Turkish Foreign Minister Mevlut Cavusoglu speaks during a news conference in Istanbul. Reuters/File
Cavusoglu said in a speech on NTV that normalisation of ties between Turkey and Egypt is vital for the Eastern Mediterranean.
Egypt and Turkey held two rounds of talks last year – the first held in Cairo in May, and the second in Ankara in September. The talks were headed by Egypt’s Deputy Minister of Foreign Affairs Hamdy Loza and his Turkish counterpart Sadat Onal.
According to joint statements following each round of talks, the discussions were “frank and in-depth,” and both countries agreed to continue engaging in exploratory talks in the future.
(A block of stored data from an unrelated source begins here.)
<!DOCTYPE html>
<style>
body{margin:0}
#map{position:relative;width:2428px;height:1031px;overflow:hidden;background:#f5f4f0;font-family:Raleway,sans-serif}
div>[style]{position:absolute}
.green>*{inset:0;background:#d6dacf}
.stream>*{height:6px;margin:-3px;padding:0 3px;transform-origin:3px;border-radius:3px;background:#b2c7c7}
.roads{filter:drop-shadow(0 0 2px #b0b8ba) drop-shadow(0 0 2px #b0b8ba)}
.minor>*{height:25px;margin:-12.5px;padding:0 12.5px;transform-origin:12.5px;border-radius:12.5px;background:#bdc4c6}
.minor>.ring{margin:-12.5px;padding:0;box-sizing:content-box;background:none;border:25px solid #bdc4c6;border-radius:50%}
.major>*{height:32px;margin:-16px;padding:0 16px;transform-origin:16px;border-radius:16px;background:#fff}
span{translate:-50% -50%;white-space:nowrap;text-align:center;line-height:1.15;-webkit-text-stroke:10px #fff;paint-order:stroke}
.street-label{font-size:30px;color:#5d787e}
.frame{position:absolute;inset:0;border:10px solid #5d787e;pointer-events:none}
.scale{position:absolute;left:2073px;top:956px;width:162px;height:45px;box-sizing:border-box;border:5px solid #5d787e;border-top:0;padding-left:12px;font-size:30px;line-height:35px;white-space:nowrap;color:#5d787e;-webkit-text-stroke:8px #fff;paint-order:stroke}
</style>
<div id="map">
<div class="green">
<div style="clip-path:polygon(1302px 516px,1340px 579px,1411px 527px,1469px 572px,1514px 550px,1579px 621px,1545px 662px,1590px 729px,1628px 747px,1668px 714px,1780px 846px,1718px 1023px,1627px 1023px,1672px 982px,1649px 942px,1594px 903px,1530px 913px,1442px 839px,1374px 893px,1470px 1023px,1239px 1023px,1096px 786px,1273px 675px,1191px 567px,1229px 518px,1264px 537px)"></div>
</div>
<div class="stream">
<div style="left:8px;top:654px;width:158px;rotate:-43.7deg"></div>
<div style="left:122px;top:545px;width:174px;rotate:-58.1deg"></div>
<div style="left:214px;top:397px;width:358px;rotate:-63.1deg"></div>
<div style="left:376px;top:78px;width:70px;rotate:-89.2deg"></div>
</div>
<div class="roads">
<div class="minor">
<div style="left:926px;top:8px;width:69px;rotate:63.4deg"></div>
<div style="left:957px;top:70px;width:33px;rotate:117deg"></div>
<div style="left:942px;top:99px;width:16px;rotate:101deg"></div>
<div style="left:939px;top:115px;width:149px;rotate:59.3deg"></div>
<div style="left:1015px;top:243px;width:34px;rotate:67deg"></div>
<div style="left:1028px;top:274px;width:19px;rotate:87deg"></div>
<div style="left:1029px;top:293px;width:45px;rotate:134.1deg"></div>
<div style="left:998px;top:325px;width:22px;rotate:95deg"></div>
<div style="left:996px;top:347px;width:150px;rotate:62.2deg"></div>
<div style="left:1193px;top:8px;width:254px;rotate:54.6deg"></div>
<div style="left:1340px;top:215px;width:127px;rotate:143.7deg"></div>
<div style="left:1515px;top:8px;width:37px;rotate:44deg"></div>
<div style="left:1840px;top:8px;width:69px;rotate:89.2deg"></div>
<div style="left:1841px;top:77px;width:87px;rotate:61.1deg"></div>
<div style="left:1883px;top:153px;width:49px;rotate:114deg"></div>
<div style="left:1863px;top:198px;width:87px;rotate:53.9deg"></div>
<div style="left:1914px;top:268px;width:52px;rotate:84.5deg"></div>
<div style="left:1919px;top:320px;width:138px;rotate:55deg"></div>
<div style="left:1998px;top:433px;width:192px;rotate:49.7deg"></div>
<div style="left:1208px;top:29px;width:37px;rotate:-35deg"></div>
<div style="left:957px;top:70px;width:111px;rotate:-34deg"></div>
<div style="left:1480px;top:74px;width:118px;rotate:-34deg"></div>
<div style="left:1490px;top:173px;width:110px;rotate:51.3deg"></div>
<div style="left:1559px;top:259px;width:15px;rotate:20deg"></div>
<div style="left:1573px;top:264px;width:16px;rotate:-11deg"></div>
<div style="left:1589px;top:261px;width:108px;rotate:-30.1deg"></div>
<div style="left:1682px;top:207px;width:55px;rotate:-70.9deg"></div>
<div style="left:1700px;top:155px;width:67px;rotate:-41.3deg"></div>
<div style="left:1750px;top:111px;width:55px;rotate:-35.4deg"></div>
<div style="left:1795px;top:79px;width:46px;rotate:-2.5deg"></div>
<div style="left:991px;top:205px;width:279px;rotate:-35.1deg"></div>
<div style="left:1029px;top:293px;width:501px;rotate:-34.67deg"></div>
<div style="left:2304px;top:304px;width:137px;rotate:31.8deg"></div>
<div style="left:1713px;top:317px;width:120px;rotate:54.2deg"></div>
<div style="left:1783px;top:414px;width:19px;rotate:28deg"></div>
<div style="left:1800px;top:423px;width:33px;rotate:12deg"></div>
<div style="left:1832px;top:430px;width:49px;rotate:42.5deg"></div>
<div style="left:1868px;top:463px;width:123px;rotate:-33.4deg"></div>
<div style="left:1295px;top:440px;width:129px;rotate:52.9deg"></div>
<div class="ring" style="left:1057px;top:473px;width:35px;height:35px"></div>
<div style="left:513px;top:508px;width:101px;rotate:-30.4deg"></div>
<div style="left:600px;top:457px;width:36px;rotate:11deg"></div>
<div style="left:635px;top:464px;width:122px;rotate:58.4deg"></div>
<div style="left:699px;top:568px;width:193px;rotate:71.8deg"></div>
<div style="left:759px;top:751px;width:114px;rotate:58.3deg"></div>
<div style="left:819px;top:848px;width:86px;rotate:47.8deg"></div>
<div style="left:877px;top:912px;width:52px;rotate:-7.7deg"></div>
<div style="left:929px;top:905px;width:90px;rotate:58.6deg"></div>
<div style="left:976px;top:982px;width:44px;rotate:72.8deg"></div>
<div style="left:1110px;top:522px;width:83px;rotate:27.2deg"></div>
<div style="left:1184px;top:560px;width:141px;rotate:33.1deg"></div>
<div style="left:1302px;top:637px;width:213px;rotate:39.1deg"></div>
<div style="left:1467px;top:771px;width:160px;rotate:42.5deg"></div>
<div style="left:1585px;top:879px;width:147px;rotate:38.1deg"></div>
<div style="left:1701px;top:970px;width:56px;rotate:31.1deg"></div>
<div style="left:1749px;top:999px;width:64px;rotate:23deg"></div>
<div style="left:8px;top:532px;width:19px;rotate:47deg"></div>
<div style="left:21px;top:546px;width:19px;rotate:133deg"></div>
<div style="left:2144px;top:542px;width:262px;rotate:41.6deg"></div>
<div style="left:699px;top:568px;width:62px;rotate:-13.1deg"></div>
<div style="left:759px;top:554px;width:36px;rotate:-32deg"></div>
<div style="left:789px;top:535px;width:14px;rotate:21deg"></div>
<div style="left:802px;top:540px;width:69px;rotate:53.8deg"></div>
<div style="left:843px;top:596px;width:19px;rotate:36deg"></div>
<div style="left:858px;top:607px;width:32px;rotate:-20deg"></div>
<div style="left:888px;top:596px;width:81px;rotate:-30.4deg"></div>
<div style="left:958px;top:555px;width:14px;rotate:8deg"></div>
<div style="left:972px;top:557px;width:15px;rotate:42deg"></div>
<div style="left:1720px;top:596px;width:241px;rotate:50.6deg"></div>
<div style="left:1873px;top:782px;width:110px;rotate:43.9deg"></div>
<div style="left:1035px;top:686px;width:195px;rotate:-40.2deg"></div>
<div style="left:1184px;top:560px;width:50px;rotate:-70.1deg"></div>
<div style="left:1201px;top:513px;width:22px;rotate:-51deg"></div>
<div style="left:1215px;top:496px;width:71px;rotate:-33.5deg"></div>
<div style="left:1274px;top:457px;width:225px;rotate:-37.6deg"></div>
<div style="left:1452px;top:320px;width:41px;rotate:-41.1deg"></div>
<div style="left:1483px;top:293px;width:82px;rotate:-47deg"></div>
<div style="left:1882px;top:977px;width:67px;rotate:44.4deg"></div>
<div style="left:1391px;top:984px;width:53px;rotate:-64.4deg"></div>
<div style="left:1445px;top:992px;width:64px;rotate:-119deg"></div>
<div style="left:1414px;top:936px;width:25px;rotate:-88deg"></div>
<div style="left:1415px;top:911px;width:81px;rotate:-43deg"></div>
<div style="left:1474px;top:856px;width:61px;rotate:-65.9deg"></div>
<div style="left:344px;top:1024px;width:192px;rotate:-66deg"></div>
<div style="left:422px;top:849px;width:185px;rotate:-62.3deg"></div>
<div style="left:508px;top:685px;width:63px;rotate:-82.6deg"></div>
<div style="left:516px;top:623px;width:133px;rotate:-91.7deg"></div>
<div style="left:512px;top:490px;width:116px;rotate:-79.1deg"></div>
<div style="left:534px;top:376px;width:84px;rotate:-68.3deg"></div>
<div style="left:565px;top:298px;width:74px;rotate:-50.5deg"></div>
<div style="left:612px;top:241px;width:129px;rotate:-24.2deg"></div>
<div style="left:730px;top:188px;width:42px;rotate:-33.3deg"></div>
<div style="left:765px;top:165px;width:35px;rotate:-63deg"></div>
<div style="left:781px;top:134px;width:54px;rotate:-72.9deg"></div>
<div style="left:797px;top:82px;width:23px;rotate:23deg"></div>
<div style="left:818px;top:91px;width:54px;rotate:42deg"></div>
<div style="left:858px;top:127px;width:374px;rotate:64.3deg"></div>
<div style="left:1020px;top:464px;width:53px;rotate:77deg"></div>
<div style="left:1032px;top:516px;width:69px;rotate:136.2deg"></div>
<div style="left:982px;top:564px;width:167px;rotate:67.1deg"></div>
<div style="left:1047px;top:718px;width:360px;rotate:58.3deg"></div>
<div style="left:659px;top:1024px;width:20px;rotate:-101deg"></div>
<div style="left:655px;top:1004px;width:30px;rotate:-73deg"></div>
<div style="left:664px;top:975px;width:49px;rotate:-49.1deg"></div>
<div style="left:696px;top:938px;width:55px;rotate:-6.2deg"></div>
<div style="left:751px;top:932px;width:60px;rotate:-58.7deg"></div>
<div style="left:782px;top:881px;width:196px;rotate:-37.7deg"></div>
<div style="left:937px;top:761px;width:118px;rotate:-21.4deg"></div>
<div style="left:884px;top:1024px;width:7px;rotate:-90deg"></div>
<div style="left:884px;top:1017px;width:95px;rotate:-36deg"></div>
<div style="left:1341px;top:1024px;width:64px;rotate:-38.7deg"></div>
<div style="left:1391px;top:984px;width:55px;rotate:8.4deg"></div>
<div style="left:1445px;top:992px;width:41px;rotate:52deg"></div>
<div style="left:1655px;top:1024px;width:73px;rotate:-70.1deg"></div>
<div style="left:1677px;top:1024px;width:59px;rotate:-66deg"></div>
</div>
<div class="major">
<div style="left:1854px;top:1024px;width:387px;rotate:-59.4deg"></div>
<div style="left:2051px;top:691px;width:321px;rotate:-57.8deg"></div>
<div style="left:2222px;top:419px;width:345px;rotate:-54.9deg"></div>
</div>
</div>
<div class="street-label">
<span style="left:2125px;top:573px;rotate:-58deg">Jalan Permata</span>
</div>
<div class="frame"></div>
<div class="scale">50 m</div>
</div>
“Now the third round [of talks] is possible. We may meet with [Egyptian] Foreign Minister Shoukry and others,” the Turkish top diplomat said, adding that no date has been set so far.
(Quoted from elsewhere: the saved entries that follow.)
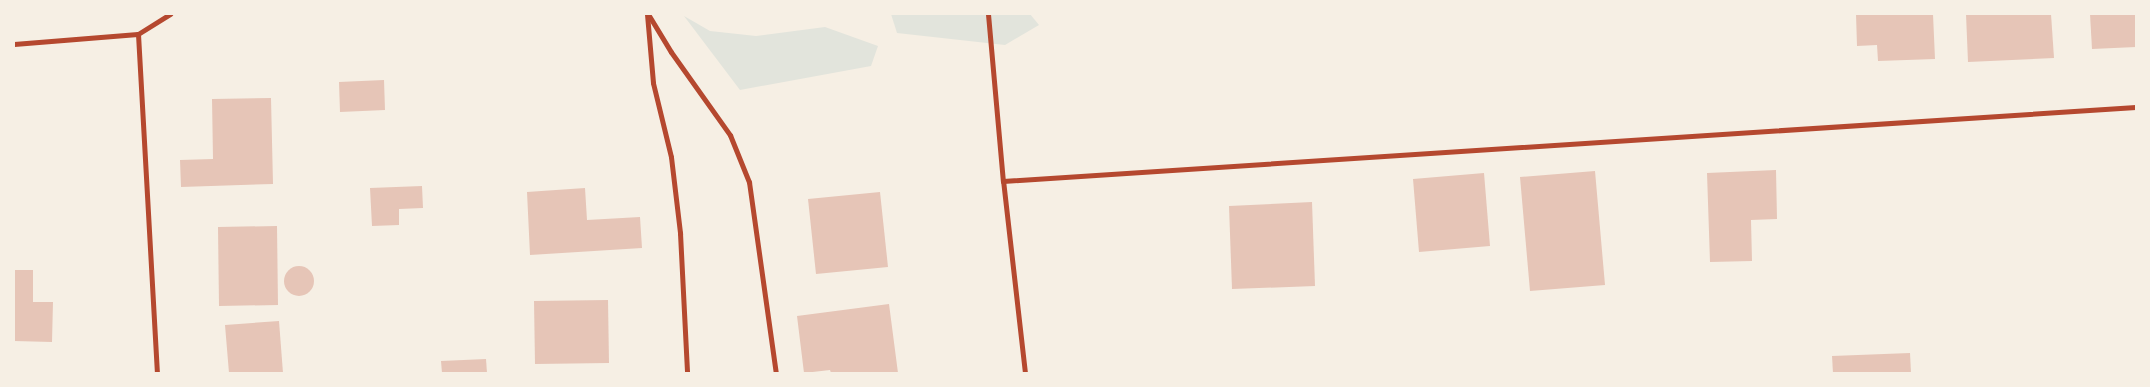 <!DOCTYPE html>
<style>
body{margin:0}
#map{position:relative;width:2150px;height:387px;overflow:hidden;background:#f6efe4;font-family:"Source Sans 3",sans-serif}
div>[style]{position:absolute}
.green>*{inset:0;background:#e2e4dc}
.building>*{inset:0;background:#e6c5b7}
.round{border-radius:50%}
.minor>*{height:5px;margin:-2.5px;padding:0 2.5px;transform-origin:2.5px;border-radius:2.5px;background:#b5482f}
span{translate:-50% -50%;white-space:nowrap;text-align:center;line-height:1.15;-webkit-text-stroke:4px #f6efe4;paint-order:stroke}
.frame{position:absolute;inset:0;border:15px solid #f6efe4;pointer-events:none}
</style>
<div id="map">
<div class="green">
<div style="clip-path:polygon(891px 14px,1030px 14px,1039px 25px,1005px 45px,897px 33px)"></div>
<div style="clip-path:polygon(684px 16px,710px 31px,756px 36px,825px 27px,878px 46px,871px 66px,740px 90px)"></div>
</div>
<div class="building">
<div style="clip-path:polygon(1856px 14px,1933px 14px,1935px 59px,1878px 61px,1877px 45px,1857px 46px)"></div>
<div style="clip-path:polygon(1966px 14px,2051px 14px,2054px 58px,1968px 62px)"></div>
<div style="clip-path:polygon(2090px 14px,2136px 14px,2136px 47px,2092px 49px)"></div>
<div style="clip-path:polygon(384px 80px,385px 110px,340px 112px,339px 82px)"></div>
<div style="clip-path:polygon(271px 98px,273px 184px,181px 187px,180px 160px,213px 159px,212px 99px)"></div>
<div style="clip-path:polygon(1776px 170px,1777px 219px,1751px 220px,1752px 261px,1710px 262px,1707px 173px)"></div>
<div style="clip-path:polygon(1595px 171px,1605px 285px,1530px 291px,1520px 177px)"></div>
<div style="clip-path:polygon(1484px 173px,1490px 246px,1419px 252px,1413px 179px)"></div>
<div style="clip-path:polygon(422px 186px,423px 208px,399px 209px,399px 225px,372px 226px,370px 188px)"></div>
<div style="clip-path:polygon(585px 188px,587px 220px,640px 217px,642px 248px,530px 255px,527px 192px)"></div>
<div style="clip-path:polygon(880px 192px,888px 267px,816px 274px,808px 199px)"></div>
<div style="clip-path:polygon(1312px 202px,1315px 286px,1232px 289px,1229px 206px)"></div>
<div style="clip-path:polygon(277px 226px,278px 305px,219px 306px,218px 227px)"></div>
<div class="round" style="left:284px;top:266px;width:30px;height:30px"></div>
<div style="clip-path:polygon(14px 270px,33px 270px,33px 302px,53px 302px,52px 342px,14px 341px)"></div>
<div style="clip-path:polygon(608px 300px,609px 363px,535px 364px,534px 301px)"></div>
<div style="clip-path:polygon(889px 304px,898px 373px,831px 373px,830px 370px,804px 373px,797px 316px)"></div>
<div style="clip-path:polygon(279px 321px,283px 373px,229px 373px,225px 325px)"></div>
<div style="clip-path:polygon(1910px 353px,1911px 373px,1833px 373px,1832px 356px)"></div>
<div style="clip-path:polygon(486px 359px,487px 373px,442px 373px,441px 361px)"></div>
</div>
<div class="minor">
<div style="left:647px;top:14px;width:69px;rotate:85deg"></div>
<div style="left:653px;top:83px;width:76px;rotate:76.3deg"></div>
<div style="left:671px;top:157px;width:77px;rotate:83.2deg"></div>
<div style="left:680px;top:233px;width:140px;rotate:87.1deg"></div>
<div style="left:648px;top:14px;width:44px;rotate:58.8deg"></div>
<div style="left:671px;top:52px;width:102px;rotate:54.6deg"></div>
<div style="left:730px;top:135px;width:51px;rotate:68deg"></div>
<div style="left:749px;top:182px;width:193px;rotate:82deg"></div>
<div style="left:988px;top:14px;width:168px;rotate:84.9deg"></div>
<div style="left:138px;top:34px;width:340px;rotate:86.8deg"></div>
<div style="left:14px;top:44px;width:124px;rotate:-4.6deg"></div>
<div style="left:138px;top:34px;width:38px;rotate:-32deg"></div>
<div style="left:1025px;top:373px;width:193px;rotate:-96.5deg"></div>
<div style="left:1003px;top:181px;width:1135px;rotate:-3.74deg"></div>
</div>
<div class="frame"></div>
</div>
Cavusoglu said on Thursday that a reciprocal reappointment of ambassadors is possible, and the will exists on both sides to normalise ties.
Egypt’s relations with Turkey have been strained – with no shared ambassadors – since the 2013 ouster of Egypt’s late Islamist president Mohamed Morsi, who was backed by the government of Turkish President Recep Tayyip Erdogan.
The rift between the two countries then continued to widen, most notably when Turkey voiced its opposition to the 30 June Revolution of 2013 and its condemnation of Egypt’s judicial sentences against members of the Muslim Brotherhood, which Egypt designated a terrorist organisation in 2013.
Egypt has also slammed Turkey for harbouring members and leading figures of the Muslim Brotherhood and allowing them to voice their anti-Egyptian government rhetoric on Turkish TV channels.
This is in addition to Turkey’s military presence in Libya, a country that shares a 1,115 kilometre-long-border with Egypt and the stability of which is viewed as critical to Egypt’s national security.
In late May, following the first round of talks with Turkey, FM Shoukry affirmed the need for Egyptian interests to be preserved and for Turkey to not interfere in Egypt’s domestic affairs.
Egypt seeks to reach a point where there is “clear political ground” that meets the needs of both Egypt and Turkey, in the event the exploratory talks between the two countries yield positive results, Shoukry said at the time.
Cavusoglu’s comments today come nearly a week after his remarks that Ankara “will soon” take additional steps to normalise relations with Egypt, building upon the steps it has already taken.